All page notations are from the 2010 paperback edition from Perigee Books.
I Hate You – Don’t Leave Me: Understanding the Borderline Personality by Jerold J. Kreisman, M.D and Hall Straus is a great educational tool for anyone who has been diagnosed with Borderline Personality Disorder(BPD) or for someone who has a loved one with BPD. While one book cannot explain how BPD affects everyone because as with any mental illness everyone experiences it differently I Hate You – Don’t Leave Me does a remarkable job showing how it affects several different people throughout the book. As it is an educational book it covers many topics from the history of BPD to classifications to therapies and their effectiveness, and how BPD affects a person and the people around them. This makes the book very comprehensive for the reader.
One thing that I really appreciated about this book is that it is very reader friendly. Medical jargon is used sparingly, often times it is used when it is the proper name for something or a classification, which is then explained in a more layman’s term. For example when they are talking about medications they talk about a class of drugs called “neuroleptics” and then add the more common term “antipsychotics” afterwards. Doing this made it really easy to understand and absorb without being overwhelmed with new terms.

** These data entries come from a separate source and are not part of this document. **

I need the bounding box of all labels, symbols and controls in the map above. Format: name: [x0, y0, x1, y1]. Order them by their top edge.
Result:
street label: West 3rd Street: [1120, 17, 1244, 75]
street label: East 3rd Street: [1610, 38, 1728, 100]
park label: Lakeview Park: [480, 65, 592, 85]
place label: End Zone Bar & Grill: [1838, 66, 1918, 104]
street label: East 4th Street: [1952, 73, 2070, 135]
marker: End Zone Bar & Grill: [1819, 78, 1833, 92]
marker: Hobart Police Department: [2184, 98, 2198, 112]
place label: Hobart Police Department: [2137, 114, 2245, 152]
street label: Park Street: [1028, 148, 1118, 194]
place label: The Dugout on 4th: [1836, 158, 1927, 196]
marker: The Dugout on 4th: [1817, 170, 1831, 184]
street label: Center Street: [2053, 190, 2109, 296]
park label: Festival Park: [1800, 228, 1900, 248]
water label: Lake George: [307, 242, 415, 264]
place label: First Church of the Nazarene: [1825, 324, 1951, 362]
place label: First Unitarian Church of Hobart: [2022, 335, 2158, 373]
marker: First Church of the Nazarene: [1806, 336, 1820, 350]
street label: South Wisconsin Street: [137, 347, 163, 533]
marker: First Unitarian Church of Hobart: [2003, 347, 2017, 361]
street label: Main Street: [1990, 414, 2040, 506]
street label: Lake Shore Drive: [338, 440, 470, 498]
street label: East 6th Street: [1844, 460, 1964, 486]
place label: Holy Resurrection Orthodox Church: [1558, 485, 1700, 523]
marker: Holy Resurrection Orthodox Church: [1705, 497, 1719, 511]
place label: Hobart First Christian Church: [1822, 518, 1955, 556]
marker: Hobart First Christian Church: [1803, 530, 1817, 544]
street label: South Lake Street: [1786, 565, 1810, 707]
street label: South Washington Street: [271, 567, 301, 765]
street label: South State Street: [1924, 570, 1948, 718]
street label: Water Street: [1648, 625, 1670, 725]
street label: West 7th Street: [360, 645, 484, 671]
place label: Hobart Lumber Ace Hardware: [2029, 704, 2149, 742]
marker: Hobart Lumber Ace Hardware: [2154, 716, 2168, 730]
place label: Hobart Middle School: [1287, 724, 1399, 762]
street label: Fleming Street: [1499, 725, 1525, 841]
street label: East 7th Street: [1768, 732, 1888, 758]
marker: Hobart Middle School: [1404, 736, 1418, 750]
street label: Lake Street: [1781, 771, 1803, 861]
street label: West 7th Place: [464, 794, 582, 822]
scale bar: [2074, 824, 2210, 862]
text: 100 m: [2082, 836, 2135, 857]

I have seen a few complaints about this book one of them being that it is outdated and another being that it stigmatizes people with Borderline Personality Disorder. I did read the updated version from 2010, and it could use another revision and it references the DSM-IV-TR, but the DSM V is out now. The authors state in the beginning of the book that they will be using the term “borderline(s)” for the sake of clarity, with the agreement that it is being used as a shorthand for “human being(s) who exhibit(s) symptoms consistent with the American Psychiatric Association’s Diagnostic and Statistical Manual of Mental Disorders, Fourth Edition, Text Revision (DSM-IV-TR)”(Note To Reader, XVI) and that they will be alternating pronouns for this purpose as well. This removes the stigmatization that can be seen through the usage of “borderline(s)” and is important to note for this reason. While it is an edition behind in the DSM it is a great start when it comes to learning about the disorder and a good tool for the diagnosed and their friends and family as well.
I learned a lot from reading this book and while it did get taxing to read at times because of all of the new information it was worth it in the end. It’s worth reading if you have an interest in mental health, Psychology, BPD or if you or a family member/friend has BPD and you want to understand the disorder more.